欧州食品安全機関(EFSA)は、CRISPR-CAS育種技術の使用に関して追加のEU規則は必要ないと考えています。これにより、EFSAは植物のDNA改変に関する現在のGM審査基準がCRISPR-CASにも十分であると判断した欧州司法裁判所の先の見解に従うことになります。
先週発表されたこの新たなEFSAの植物育種におけるCRISPR-CASに関する意見により、この技術の完全承認が大きく近づきました。欧州委員会はこのEFSAの見解を要請していました。今年初めには、CRISPR技術を実行するための「はさみ」を発明した2名の科学者がノーベル化学賞を受賞しています。
この育種法では、新しい(別の)DNAを追加することなく、DNAの欠陥や有害部分を「切り取る」ことができます。これにより、支持者によると「新しい自然が創られる」という反対者の主張は払拭されるといいます。
この技術は化学や医薬品開発ではすでに応用されていますが、EU内の食品供給チェーンでの使用はまだ認められていません。専門家は現在の安全審査で十分だと結論付けており、ゲノム編集による追加の危険はないとしています。
反対派にとっては、遺伝子編集は依然として論争の多い技術であり、人の健康や環境への大きな懸念があります。欧州議会はこれまでに、現在のEFSA審査基準は現行の化学的育種や作物保護には不十分であり、新しいDNA技術に対してはなおさらだと表明しています。
「この新しい意見により、EFSAは事態を曖昧にしているだけだ。彼らが主張するのとは異なり、遺伝子編集は従来の育種とは異なる新たな危険をもたらす」とルクセンブルクの欧州議会議員ティリー・メッツ(緑の党)は警告しました。

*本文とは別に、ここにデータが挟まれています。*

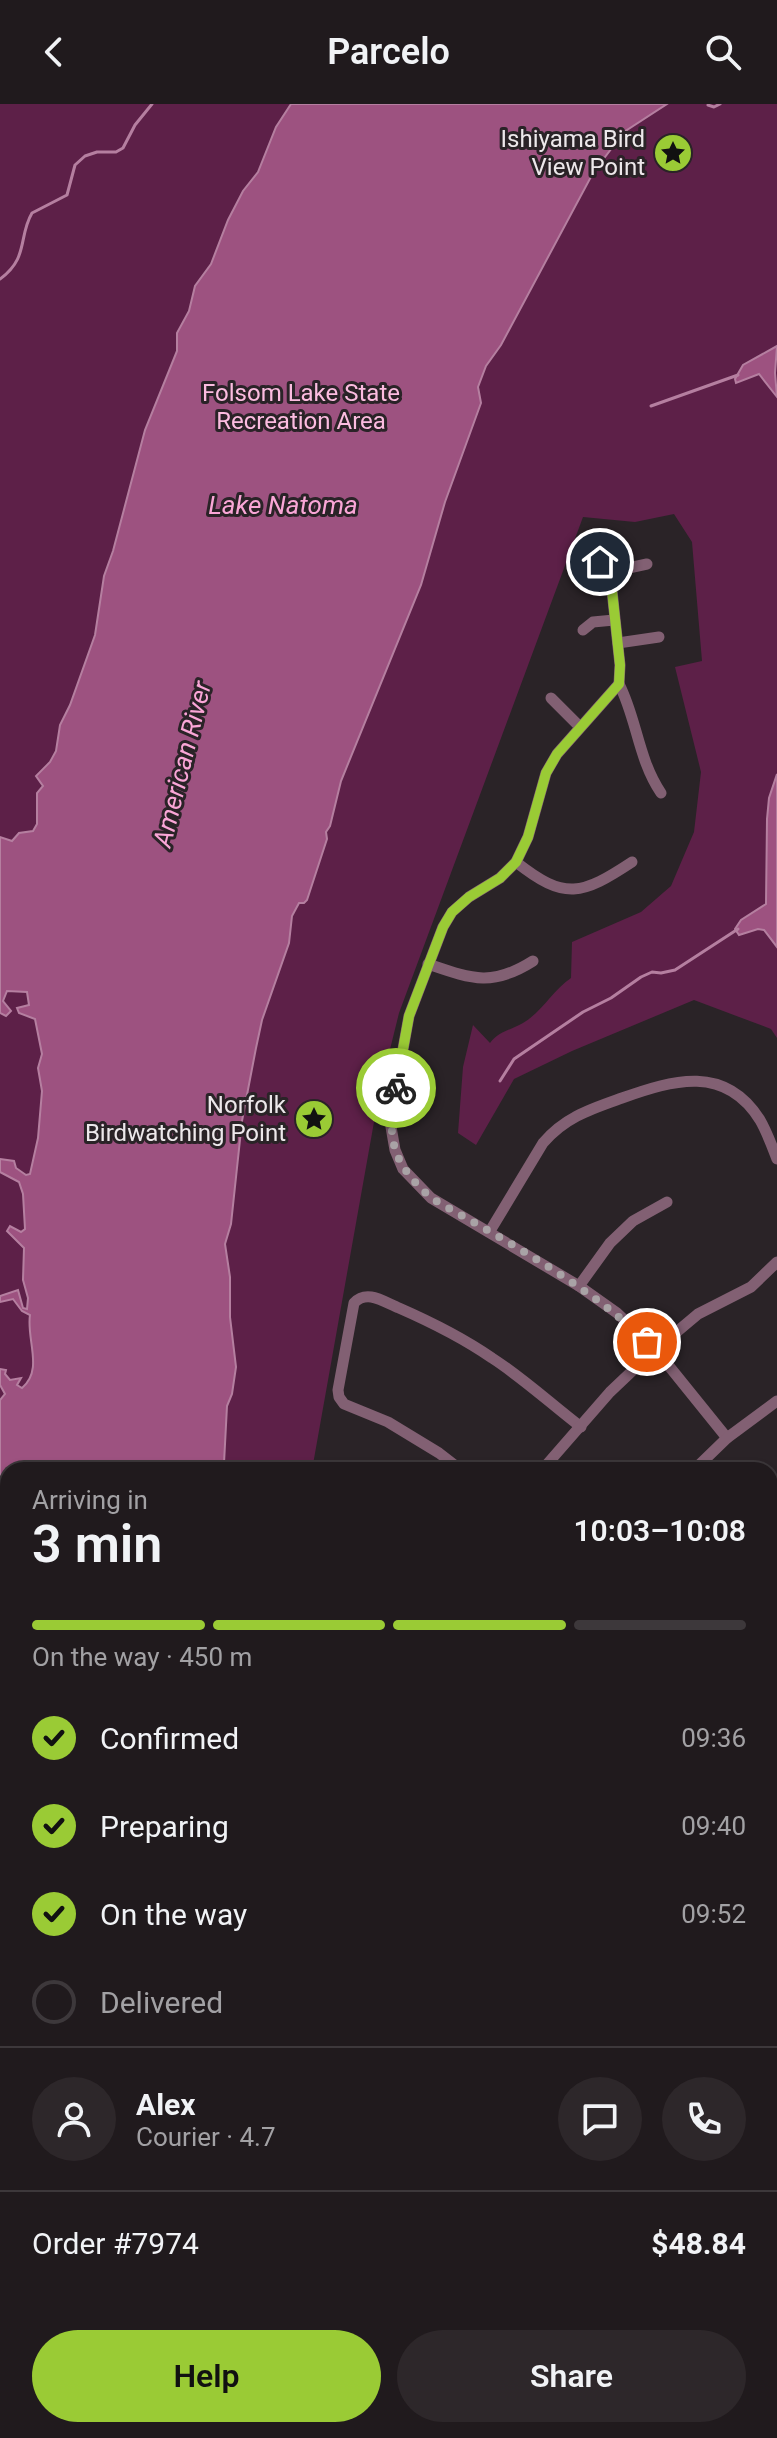 <!DOCTYPE html>
<html lang="en">
<head>
<meta charset="utf-8">
<style>
	:root { --surface:#201a1d; --page:#2d272a; --text:#f1f3f6; --muted:#a2a1a4; --line:#3d383b; --accent:#9acb35 }
	body { margin:0; font-family:Roboto,sans-serif; background:var(--page); color:var(--text); height:100vh; display:flex; flex-direction:column; font-size:30px; white-space:nowrap }
	* { box-sizing:border-box; margin:0 }
	p { font-size:26px; color:var(--muted) }
	.icon { flex:none; width:44px; height:44px; fill:none; stroke:currentColor; stroke-width:2; stroke-linecap:round; stroke-linejoin:round }
	.map { position:relative; flex:1; overflow:hidden }
	.side { position:absolute; left:0px; top:1358px; width:778px; height:976px; display:flex; flex-direction:column; background:var(--surface); border-radius:24px 24px 0 0; box-shadow:0 2px 6px #0004,0 0 0 2px var(--line) }
	.side>* { flex:none }
	.pin { position:absolute; display:grid; place-items:center; width:68px; height:68px; color:#fff; margin:-34px; border:4px solid #fff; border-radius:50%; box-shadow:0 2px 8px #0007 }
	.courier { position:absolute; display:grid; place-items:center; width:80px; height:80px; margin:-40px; border:6px solid #9acb35; border-radius:50%; background:#fff; color:#222; box-shadow:0 2px 10px #0007 }
	.summary em { font-style:normal; font-weight:600 }
	.summary div { display:flex; flex-direction:column-reverse }
	.summary { display:flex; align-items:center; justify-content:space-between; height:136px; padding:0 32px }
	h1 { font-size:52px; font-weight:600; line-height:60px }
	.bar { display:grid; grid-template-columns:repeat(4,1fr); gap:12px 8px; align-content:center; height:96px; padding:0 32px }
	.bar i { height:10px; border-radius:6px; background:var(--line) }
	.bar .selected { background:var(--accent) }
	.bar p { grid-column:span 4 }
	.line { display:flex; align-items:center; gap:20px; padding:0 32px; border-top:2px solid var(--line) }
	.line div { flex:1 }
	.round { display:grid; place-items:center; flex:none; width:84px; height:84px; border-radius:42px; background:var(--page) }
	ol { padding:0 32px; list-style:none }
	li { display:flex; align-items:center; gap:24px; height:88px }
	li p { margin-inline-start:auto }
	li .icon { padding:8px; border-radius:50%; background:var(--accent); color:#111; stroke-width:4 }
	li:last-child { color:var(--muted) }
	li i { width:44px; height:44px; border:4px solid var(--line); border-radius:50% }
	.primary-button { display:flex; gap:16px; margin-top:auto; padding:16px 32px }
	.primary-button a { flex:1; height:92px; border-radius:48px; background:var(--accent); color:#111; font-size:32px; font-weight:600; line-height:92px; text-align:center }
	.primary-button a+a { background:var(--page); color:var(--text) }
	header { display:flex; justify-content:space-between; align-items:center; height:104px; padding:0 32px; background:var(--surface); font-size:36px; font-weight:600 }
	.map>svg:first-child { display:block }
</style>
</head>
<body>
<header><svg class="icon" aria-label="back" viewBox="0 0 24 24"><path d="M15 5l-7 7 7 7"/></svg>Parcelo<svg class="icon" aria-label="search" viewBox="0 0 24 24"><circle cx="10" cy="10" r="6"/><path d="M15 15l6 6"/></svg></header>
<div class="map">
<svg width="777" height="2334" viewBox="0 0 777 2334">
	<rect width="100%" height="100%" fill="#2a2327"/>
	<path fill="#5d2048" d="M0 0H777V934L771 925 694 896 572 947 514 975 476 1041 458 1029 463 963 473 921 490 939C499 927 511 926 523 919 543 907 553 886 571 874L572 838 641 808 671 782 694 728 701 668 675 563 702 557 692 438 674 410 635 418 583 413 399 909 379 990 312 1366H8V2122L0 2124Z"/>
	<g fill="#9d5280" stroke="#b57fa0" stroke-width="2">
		<path d="M291 0H667L624 28 593 69 501 241 486 262 478 283 481 299 445 398 421 481 341 677 330 722 326 728 327 735 307 796 304 799H299L292 812 289 839 262 916 256 944 242 1017 231 1120 225 1140 230 1173V1213L236 1263 232 1290 227 1302 224 1359 218 1366H8V1640L0 1649V1296L5 1290 0 1281V1265L6 1266 5 1270 10 1276 21 1274 17 1281 22 1284C44 1266 26 1235 30 1211L22 1207 13 1195 0 1198V1192L18 1186 23 1204 27 1205 28 1194 23 1176 24 1144 7 1127 10 1122 21 1128 25 1125 23 1090 19 1078 0 1068V1055L14 1057 16 1064 26 1071 30 1070 38 1034 42 987 38 964 42 950 35 915 19 909 17 904 29 901 27 888 7 887 3 897 11 907 6 912 0 909V733L12 737 19 729 33 727 37 720V689L43 682 36 672 50 658 56 647 60 621 70 601 95 531 104 472 113 447 145 326 177 247V229L189 207 195 182 211 160 228 116 243 87 258 68 276 23Z"/>
		<polygon points="777,242 775,269 777,293 759,270 736,279 735,275 743,261"/>
		<polygon points="777,670 777,843 764,826 758,825 739,831 735,825 741,816 766,800 767,715 769,694"/>
	</g>
	<g fill="none" stroke-linecap="round" stroke-linejoin="round">
		<g stroke="#b57fa0" stroke-width="3">
			<polyline points="708,1 714,3 720,0"/>
			<path d="M0 175C29 154 18 133 32 109L67 91 75 61 85 52 97 48H116L123 44 135 21 152 0"/>
			<polyline points="651,302 738,271"/>
			<polyline points="500,977 514,955 583,908 611,894 641,873 652,868 661,869 675,866 738,825"/>
			<polyline points="0,1823 8,1806"/>
			<polyline points="87,2326 87,2334"/>
		</g>
		<g stroke="#826073" stroke-width="11">
			<polyline points="600,458 610,468 620,561 619,580"/>
			<polyline points="610,468 647,460"/>
			<polyline points="583,526 593,518 614,516"/>
			<polyline points="618,539 659,533"/>
			<polyline points="619,580 557,650 546,669 528,733 516,758 500,774 469,793 452,808 443,823 409,912 390,1017 395,1046 403,1065 431,1094 579,1182 617,1209 656,1246 727,1334"/>
			<path d="M619 580C637 615 638 655 661 689"/>
			<polyline points="551,594 579,622"/>
			<path d="M516 758C565 797 582 791 632 758"/>
			<path d="M428 860C472 875 492 883 533 857"/>
			<path d="M490 1127 543 1039C565 1013 591 1005 622 994 673 976 725 960 760 1016 767 1028 772 1042 777 1055"/>
			<polyline points="579,1182 610,1139 633,1117 667,1098"/>
			<path d="M461 1366 439 1349 388 1318 344 1300 339 1293 338 1286 354 1199C367 1185 384 1198 399 1204 431 1218 463 1234 492 1254 523 1274 551 1300 581 1323"/>
			<polyline points="542,1366 610,1288 648,1252 698,1210 751,1183 777,1158"/>
			<polyline points="694,1366 727,1334 777,1297"/>
			<polyline points="773,1612 777,1647"/>
			<polyline points="770,1808 777,1804"/>
			<polyline points="770,1923 777,1920"/>
			<polyline points="241,2326 250,2334"/>
			<polyline points="367,2326 372,2334"/>
			<polyline points="284,2334 290,2326"/>
		</g>
		<g stroke="#df99c2" stroke-width="14">
			<polyline points="770,1998 777,1995"/>
			<polyline points="770,2015 777,2012"/>
			<polyline points="0,2142 8,2139"/>
			<polyline points="0,2159 8,2157"/>
			<polyline points="770,2290 777,2293"/>
		</g>
	</g>
	<g fill="none" stroke-linecap="round" stroke-linejoin="round">
		<path stroke="#a9a3a6" stroke-width="8" stroke-dasharray="0 14.4" d="M396 984C386 1036 392 1058 431 1094 506 1137 584 1178 647 1238"/>
		<polyline stroke="#9acb35" stroke-width="10" points="396,984 409,912 443,823 452,808 469,793 500,774 516,758 528,733 546,669 557,650 619,580 620,561 610,468 600,458"/>
	</g>
	<defs>
		<g id="sight-disc" transform="scale(2)"><circle r="9.5" fill="#9acb35" stroke="#2a2327"/><path d="M0-6L1.8-2.2L6-1.7L2.9 1.2L3.7 5.4L0 3.3L-3.7 5.4L-2.9 1.2L-6-1.7L-1.8-2.2Z" fill="#111"/></g>
	</defs>
	<g fill-rule="evenodd">
		<use href="#sight-disc" x="673" y="49"/>
		<use href="#sight-disc" x="314" y="1015"/>
	</g>
	<g text-anchor="middle" dominant-baseline="central" stroke-width="6" stroke-linejoin="round" paint-order="stroke">
		<g font-size="24" fill="#ede8eb" stroke="#2a2327" text-anchor="end">
			<text x="645" y="35">Ishiyama Bird<tspan x="645" dy="28">View Point</tspan></text>
			<text x="286" y="1001">Norfolk<tspan x="286" dy="28">Birdwatching Point</tspan></text>
		</g>
		<g font-size="24" fill="#fcbce0" stroke="#2a2327">
			<text x="301" y="289">Folsom Lake State<tspan x="301" dy="28">Recreation Area</tspan></text>
		</g>
		<g font-size="26" font-style="italic" fill="#faa6d7" stroke="#2a2327">
			<text x="283" y="401">Lake Natoma</text>
			<text transform="translate(182 660) rotate(-76)">American River</text>
		</g>
	</g>
</svg>
<div class="pin" style="left:647px;top:1238px;background:#ea580c"><svg class="icon" aria-label="bag" viewBox="0 0 24 24"><path d="M5 8h14l-1 12H6zM9 8a3 3 0 0 1 6 0"/></svg></div>
<div class="pin" style="left:600px;top:458px;background:#1f2937"><svg class="icon" aria-label="home" viewBox="0 0 24 24"><path d="M3 11l9-7 9 7M6 9v11h12V9"/></svg></div>
<div class="courier" style="left:396px;top:984px"><svg class="icon" aria-label="bike" viewBox="0 0 24 24"><circle cx="6" cy="16" r="4"/><circle cx="18" cy="16" r="4"/><path d="M6 16l4-8h5l3 8M10 8l3 8H6M13 5h3"/></svg></div>
<section class="side">
<div class="summary"><div><h1>3 min</h1><p>Arriving in</p></div><em>10:03–10:08</em></div>
<div class="bar"><i class="selected"></i><i class="selected"></i><i class="selected"></i><i></i><p>On the way · 450 m</p></div>
<ol>
<li><svg class="icon" aria-label="check" viewBox="0 0 24 24"><path d="M5 12l5 5 9-10"/></svg>Confirmed<p>09:36</p></li>
<li><svg class="icon" aria-label="check" viewBox="0 0 24 24"><path d="M5 12l5 5 9-10"/></svg>Preparing<p>09:40</p></li>
<li><svg class="icon" aria-label="check" viewBox="0 0 24 24"><path d="M5 12l5 5 9-10"/></svg>On the way<p>09:52</p></li>
<li><i></i>Delivered</li>
</ol>
<div class="line" style="height:144px"><a class="round"><svg class="icon" aria-label="person" viewBox="0 0 24 24"><circle cx="12" cy="8" r="4"/><path d="M4 21q1-7 8-7t8 7"/></svg></a><div><b>Alex</b><p>Courier · 4.7</p></div><a class="round"><svg class="icon" aria-label="chat" viewBox="0 0 24 24"><path d="M4 5h16v11H9l-5 4z"/></svg></a><a class="round"><svg class="icon" aria-label="phone" viewBox="0 0 24 24"><path d="M5 4h4l2 5-3 2q2 4 5 5l2-3 5 2v4C11 20 4 13 5 4z"/></svg></a></div>
<div class="line" style="height:104px"><div>Order #7974</div><b>$48.84</b></div>
<div class="primary-button"><a>Help</a><a>Share</a></div>
</section>
</div>
</body>
</html>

オランダのヨハン・ファン・デル・オースト教授(ワーヘニンゲン大学・研究所)は以前、CRISPR-Casに対する抵抗に理解を示していません。『農業は増え続ける世界の人口を養うためにこの技術が必要だ』と最近、農業専門誌『Nieuwe Oogst』に語っています。
『この議論では、遺伝子編集の膨大な利益に対する関心が非常に不足している。すべてを自然に委ねれば、正しい突然変異を待つのに数百万年かかるかもしれず、私たちにはその時間がないのだ』と述べました。
また、ワーヘニンゲン大学理事長のルイーズ・フレスコも、DNAはさみ技術に関するEU規則の緩和を訴えています。「ノーベル賞はEUに対してCRISPR-Casの規制を緩和し、欧州グリーンディールや飢餓対策に貢献する品種を迅速に市場に投入できるよう促すべきである。これにより欧州は社会的責任を果たし、持続可能な未来を目指していることを示す」とフレスコはEU政治家に訴えました。